INSTRUCTIONS FOR THE TASK: Filter the records below for the word "serif". Keep each line that has it.

** Opening EXERCISE DATA block **

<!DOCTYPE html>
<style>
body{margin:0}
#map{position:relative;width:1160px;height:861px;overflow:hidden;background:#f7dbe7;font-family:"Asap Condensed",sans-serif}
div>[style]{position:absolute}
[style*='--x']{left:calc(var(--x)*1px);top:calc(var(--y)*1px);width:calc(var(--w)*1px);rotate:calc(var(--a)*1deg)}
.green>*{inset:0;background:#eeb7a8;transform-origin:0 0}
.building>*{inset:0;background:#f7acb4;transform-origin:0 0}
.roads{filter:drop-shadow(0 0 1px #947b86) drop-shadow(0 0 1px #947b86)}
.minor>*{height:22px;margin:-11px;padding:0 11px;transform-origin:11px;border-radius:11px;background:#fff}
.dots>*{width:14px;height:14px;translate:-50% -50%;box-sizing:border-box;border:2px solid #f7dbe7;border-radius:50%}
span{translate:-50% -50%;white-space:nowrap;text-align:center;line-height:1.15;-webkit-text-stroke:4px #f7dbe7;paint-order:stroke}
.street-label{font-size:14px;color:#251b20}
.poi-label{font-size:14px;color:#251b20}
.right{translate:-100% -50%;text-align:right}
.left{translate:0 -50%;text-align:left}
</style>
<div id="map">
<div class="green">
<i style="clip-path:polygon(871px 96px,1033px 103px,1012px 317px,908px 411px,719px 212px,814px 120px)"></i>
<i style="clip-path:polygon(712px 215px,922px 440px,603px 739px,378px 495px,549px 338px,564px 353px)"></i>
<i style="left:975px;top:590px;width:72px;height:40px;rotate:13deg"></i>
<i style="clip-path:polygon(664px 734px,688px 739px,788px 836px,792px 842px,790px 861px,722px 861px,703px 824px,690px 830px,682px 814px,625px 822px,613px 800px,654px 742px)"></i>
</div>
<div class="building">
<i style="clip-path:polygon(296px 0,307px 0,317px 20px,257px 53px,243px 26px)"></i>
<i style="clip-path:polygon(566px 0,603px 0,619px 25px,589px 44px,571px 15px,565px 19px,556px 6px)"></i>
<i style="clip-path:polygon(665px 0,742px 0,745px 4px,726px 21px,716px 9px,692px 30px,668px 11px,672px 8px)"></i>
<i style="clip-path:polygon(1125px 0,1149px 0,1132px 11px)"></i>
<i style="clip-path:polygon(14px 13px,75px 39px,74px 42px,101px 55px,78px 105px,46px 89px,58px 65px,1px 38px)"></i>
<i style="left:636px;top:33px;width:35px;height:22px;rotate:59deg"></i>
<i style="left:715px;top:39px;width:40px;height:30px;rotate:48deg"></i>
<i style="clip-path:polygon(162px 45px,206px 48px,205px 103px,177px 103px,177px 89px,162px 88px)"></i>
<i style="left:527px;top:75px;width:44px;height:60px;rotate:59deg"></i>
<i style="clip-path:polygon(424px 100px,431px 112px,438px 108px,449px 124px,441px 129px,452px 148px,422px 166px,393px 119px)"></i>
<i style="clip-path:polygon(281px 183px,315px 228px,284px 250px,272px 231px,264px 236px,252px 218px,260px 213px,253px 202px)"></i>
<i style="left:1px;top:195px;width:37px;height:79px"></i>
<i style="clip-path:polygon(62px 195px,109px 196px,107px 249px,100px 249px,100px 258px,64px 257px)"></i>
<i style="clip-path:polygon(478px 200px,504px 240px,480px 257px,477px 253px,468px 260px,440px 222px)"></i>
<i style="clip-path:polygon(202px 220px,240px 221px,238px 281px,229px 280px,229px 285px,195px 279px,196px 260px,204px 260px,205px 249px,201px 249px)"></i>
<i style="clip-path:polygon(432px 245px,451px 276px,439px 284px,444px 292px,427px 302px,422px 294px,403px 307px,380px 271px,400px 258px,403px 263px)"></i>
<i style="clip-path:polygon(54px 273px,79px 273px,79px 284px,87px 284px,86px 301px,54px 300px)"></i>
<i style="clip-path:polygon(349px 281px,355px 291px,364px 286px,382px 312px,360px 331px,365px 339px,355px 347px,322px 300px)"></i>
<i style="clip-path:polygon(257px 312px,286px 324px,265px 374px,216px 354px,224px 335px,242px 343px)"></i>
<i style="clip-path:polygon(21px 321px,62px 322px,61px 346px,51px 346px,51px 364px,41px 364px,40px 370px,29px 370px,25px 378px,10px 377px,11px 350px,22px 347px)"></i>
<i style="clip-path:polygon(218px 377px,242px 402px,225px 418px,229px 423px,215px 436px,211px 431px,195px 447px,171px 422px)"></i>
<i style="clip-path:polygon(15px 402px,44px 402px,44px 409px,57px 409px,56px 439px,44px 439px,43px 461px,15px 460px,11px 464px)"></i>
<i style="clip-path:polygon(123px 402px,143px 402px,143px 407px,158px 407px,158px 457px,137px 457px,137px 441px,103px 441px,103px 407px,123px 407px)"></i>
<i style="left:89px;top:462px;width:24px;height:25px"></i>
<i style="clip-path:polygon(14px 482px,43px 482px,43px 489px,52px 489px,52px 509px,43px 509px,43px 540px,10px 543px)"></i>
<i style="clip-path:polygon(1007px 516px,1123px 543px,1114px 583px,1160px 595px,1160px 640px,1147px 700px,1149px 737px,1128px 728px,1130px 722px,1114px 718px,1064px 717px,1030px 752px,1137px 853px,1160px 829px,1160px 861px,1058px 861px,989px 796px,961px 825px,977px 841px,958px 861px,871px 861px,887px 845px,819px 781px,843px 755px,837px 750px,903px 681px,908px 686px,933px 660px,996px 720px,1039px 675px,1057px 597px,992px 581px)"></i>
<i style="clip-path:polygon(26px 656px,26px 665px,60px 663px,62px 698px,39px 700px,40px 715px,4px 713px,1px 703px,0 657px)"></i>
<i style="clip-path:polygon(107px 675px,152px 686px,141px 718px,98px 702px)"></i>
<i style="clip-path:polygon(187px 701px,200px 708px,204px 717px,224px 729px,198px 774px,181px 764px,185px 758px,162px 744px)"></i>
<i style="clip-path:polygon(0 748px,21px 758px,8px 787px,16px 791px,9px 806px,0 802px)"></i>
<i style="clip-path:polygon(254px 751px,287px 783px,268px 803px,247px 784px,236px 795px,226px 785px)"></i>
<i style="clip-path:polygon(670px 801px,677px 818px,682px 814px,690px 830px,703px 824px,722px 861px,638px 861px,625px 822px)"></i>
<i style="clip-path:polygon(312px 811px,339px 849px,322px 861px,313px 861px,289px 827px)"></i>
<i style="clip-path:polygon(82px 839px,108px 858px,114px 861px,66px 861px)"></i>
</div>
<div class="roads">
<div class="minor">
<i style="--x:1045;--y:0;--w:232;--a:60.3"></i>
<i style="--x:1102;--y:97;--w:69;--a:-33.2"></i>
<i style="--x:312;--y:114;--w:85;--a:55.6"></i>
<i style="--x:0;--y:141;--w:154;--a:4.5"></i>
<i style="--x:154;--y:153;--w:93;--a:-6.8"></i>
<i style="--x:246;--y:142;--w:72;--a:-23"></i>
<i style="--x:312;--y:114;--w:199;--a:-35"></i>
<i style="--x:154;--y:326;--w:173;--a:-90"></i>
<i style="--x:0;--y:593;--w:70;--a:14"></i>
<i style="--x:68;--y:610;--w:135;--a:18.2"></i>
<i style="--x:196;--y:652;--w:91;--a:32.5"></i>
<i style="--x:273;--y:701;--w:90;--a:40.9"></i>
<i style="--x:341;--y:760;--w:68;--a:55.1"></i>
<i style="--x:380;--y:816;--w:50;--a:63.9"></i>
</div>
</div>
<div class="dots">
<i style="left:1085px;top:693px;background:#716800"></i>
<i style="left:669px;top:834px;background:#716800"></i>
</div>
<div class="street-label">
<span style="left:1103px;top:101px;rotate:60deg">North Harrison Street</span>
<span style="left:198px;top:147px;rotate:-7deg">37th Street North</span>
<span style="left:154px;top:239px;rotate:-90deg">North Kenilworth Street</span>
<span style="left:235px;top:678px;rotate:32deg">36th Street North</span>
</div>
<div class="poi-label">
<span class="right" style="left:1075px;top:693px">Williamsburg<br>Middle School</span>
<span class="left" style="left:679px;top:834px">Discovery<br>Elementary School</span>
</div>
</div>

** Closing EXERCISE DATA block **
** Opening EXERCISE DATA block **

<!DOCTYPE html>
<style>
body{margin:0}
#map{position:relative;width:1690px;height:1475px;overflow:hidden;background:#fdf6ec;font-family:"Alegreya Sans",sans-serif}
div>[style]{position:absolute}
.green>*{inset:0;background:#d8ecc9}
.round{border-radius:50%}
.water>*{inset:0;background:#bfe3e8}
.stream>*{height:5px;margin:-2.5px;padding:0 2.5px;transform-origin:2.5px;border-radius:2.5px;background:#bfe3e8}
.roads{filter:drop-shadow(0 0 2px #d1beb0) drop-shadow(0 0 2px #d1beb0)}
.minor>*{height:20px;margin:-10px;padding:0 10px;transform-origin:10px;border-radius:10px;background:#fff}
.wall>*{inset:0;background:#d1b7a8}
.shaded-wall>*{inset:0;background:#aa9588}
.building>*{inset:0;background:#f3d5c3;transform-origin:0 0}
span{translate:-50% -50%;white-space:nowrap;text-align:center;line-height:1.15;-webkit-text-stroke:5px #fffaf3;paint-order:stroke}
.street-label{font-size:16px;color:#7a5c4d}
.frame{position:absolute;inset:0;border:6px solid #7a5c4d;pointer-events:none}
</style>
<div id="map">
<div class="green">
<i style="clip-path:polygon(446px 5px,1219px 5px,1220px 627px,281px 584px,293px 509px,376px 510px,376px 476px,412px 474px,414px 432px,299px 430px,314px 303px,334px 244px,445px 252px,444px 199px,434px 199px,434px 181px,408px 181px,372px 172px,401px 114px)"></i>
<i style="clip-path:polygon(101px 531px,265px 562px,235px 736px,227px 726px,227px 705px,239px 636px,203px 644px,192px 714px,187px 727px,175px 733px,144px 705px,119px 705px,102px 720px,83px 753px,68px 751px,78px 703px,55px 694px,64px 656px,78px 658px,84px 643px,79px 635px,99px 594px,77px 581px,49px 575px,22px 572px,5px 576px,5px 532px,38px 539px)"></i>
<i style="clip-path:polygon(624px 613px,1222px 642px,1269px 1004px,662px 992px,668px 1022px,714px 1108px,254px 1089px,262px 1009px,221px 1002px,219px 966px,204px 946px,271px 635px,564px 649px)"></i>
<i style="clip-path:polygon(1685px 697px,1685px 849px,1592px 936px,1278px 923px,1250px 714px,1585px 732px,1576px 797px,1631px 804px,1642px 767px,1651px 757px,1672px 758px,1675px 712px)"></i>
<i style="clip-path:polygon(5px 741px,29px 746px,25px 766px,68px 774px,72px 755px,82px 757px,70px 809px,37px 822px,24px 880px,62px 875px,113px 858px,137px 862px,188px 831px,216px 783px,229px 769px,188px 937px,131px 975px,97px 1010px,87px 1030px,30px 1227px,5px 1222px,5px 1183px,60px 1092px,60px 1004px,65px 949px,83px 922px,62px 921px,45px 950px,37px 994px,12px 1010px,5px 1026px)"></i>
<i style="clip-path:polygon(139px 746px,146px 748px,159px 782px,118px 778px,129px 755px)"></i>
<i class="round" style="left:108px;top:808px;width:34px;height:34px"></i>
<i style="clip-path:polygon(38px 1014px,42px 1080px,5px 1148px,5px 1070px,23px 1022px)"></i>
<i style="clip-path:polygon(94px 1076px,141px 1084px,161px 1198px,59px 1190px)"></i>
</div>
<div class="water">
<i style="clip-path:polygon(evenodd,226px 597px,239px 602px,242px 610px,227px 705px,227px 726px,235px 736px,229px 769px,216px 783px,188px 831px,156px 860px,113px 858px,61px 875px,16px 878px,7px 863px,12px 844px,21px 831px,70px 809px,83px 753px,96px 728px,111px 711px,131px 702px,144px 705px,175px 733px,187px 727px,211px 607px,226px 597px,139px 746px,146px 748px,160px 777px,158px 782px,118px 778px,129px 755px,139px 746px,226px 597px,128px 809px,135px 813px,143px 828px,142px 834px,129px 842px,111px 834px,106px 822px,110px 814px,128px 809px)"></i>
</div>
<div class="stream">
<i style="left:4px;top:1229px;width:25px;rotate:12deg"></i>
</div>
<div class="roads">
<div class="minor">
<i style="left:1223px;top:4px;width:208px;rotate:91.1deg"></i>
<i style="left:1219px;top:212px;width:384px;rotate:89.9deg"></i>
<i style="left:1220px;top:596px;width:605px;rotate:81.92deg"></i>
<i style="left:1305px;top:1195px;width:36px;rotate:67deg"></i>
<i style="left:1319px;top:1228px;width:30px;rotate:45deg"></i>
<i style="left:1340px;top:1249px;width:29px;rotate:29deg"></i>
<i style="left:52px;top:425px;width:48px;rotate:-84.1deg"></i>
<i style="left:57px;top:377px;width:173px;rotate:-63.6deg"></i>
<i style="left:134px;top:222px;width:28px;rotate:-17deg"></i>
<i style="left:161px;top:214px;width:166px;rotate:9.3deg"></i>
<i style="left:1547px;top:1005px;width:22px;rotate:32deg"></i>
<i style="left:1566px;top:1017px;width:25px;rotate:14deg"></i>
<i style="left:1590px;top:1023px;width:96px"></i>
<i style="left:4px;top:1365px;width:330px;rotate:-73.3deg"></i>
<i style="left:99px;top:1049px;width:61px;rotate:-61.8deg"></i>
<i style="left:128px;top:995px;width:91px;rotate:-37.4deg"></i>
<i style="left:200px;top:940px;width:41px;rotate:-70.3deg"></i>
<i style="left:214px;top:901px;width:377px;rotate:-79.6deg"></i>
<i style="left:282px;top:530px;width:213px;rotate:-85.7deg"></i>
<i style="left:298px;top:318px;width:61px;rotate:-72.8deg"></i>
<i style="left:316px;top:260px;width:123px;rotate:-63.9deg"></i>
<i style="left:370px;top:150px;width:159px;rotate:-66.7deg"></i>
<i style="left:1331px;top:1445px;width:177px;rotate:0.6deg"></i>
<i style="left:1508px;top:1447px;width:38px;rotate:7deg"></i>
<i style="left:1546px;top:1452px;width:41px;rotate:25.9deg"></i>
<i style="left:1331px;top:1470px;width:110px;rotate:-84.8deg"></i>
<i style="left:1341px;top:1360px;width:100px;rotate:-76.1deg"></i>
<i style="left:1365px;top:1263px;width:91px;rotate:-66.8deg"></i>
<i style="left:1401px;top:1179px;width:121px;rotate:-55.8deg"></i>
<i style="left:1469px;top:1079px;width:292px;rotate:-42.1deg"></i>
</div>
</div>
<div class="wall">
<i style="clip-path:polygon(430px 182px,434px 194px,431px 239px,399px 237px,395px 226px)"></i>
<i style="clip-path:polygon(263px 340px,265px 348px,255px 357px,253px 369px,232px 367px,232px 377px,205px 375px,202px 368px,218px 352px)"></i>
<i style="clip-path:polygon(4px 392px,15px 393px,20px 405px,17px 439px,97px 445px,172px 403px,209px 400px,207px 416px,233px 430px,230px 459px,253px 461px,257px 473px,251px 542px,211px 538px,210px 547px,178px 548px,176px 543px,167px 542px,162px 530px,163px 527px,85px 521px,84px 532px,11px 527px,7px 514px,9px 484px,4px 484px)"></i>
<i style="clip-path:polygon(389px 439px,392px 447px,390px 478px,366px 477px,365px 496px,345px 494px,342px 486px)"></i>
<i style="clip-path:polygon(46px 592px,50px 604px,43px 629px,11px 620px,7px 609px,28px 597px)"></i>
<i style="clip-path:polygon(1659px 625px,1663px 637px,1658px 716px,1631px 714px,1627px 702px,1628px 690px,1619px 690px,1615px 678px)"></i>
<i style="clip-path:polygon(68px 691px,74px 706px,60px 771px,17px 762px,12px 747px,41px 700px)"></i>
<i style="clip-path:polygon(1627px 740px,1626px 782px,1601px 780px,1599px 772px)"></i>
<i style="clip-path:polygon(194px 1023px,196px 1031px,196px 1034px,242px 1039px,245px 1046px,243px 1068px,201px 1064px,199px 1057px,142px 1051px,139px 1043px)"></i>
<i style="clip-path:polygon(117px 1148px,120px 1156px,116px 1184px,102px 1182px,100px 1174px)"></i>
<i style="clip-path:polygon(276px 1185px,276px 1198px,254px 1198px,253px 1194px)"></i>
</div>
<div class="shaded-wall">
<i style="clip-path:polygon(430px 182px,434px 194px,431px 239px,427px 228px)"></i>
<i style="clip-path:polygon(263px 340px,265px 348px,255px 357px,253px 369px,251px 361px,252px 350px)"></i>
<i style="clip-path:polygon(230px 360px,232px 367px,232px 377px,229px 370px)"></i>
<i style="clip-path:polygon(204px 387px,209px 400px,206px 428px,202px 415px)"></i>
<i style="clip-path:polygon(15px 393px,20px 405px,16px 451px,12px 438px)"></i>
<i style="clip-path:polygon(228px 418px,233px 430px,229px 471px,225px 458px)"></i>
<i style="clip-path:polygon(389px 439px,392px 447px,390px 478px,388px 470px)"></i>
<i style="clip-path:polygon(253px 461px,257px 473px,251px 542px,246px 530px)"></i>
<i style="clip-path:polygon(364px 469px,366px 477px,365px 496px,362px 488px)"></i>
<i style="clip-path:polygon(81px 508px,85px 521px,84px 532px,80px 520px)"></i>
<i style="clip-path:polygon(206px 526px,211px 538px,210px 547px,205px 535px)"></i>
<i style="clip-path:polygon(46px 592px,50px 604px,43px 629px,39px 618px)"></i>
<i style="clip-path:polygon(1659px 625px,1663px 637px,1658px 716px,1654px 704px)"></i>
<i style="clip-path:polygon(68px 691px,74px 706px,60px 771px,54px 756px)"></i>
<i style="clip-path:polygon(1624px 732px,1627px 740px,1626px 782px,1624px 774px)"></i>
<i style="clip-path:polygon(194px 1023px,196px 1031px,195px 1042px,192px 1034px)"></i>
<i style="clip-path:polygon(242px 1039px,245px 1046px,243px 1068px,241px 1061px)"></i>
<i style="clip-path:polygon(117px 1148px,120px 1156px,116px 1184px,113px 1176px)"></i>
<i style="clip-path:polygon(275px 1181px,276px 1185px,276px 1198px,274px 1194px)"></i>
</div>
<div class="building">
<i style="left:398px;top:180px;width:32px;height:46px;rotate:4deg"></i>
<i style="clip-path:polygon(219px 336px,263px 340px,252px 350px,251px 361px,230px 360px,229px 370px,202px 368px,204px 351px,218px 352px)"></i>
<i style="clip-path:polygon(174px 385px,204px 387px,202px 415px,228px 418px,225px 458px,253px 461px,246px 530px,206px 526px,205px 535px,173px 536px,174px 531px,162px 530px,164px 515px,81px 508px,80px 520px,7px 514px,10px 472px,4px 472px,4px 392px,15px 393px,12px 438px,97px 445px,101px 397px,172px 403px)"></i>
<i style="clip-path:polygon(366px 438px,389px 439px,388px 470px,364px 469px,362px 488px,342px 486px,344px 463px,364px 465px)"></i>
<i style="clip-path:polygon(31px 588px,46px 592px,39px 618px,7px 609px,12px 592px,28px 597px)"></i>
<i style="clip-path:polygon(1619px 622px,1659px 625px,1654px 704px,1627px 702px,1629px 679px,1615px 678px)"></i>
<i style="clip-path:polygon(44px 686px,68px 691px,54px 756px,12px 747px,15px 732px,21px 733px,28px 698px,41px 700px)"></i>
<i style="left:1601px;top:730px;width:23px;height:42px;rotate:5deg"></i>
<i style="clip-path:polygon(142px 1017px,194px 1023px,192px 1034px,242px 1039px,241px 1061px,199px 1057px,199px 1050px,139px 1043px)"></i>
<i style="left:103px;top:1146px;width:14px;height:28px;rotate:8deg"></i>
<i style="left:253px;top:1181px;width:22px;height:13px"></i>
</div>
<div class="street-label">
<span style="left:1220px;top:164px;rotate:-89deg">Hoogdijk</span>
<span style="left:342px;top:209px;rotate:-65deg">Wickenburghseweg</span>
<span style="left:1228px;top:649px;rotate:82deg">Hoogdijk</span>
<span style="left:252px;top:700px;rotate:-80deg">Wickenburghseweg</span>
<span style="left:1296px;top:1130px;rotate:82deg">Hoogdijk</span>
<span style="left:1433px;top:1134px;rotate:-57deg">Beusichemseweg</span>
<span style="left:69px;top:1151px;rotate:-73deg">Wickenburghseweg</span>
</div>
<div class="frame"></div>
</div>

** Closing EXERCISE DATA block **

OUTPUT OF THE EXERCISE:
#map{position:relative;width:1160px;height:861px;overflow:hidden;background:#f7dbe7;font-family:"Asap Condensed",sans-serif}
#map{position:relative;width:1690px;height:1475px;overflow:hidden;background:#fdf6ec;font-family:"Alegreya Sans",sans-serif}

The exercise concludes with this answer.